• Collected data:
= Beginning of Section =

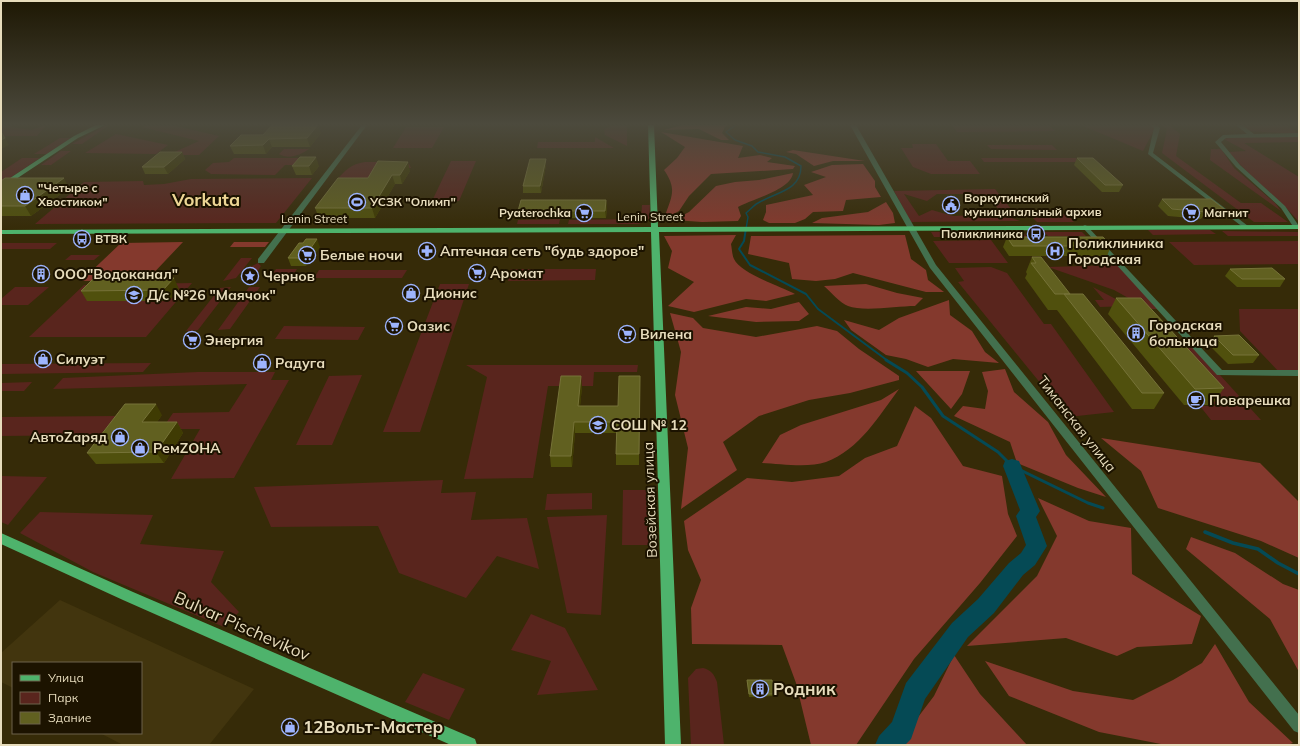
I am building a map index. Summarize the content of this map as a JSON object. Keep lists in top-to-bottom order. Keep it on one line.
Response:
{"streets":{"main road":["Lenin Street","Возейская улица","Bulvar Pischevikov"],"street":["Тиманская улица"]},"crossings":[["Lenin Street","Тиманская улица"],["Lenin Street","Возейская улица"]],"districts":["Vorkuta"],"places":{"shop":["\"Четыре с Хвостиком\"","Дионис","Силуэт","Радуга","АвтоZаряд","РемZОНА","12Вольт-Мастер"],"sports":["УСЗК \"Олимп\""],"public building":["Воркутинский муниципальный архив"],"supermarket":["Pyaterochka","Магнит","Белые ночи","Аромат","Оазис","Вилена","Энергия"],"bus stop":["Поликлиника","ВТВК"],"pharmacy":["Аптечная сеть \"будь здоров\""],"hospital":["Поликлиника Городская"],"building":["ООО\"Водоканал\"","Городская больница","Родник"],"place":["Чернов"],"school or university":["Д/с №26 \"Маячок\"","СОШ № 12"],"cafe":["Поварешка"]},"legend":["Улица","Парк","Здание"]}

= End of Section =

• Task:
Exclude every picture and copy the remaining data exactly.

• Solution to the exercise:
I am building a map index. Summarize the content of this map as a JSON object. Keep lists in top-to-bottom order. Keep it on one line.
Response:
{"streets":{"main road":["Lenin Street","Возейская улица","Bulvar Pischevikov"],"street":["Тиманская улица"]},"crossings":[["Lenin Street","Тиманская улица"],["Lenin Street","Возейская улица"]],"districts":["Vorkuta"],"places":{"shop":["\"Четыре с Хвостиком\"","Дионис","Силуэт","Радуга","АвтоZаряд","РемZОНА","12Вольт-Мастер"],"sports":["УСЗК \"Олимп\""],"public building":["Воркутинский муниципальный архив"],"supermarket":["Pyaterochka","Магнит","Белые ночи","Аромат","Оазис","Вилена","Энергия"],"bus stop":["Поликлиника","ВТВК"],"pharmacy":["Аптечная сеть \"будь здоров\""],"hospital":["Поликлиника Городская"],"building":["ООО\"Водоканал\"","Городская больница","Родник"],"place":["Чернов"],"school or university":["Д/с №26 \"Маячок\"","СОШ № 12"],"cafe":["Поварешка"]},"legend":["Улица","Парк","Здание"]}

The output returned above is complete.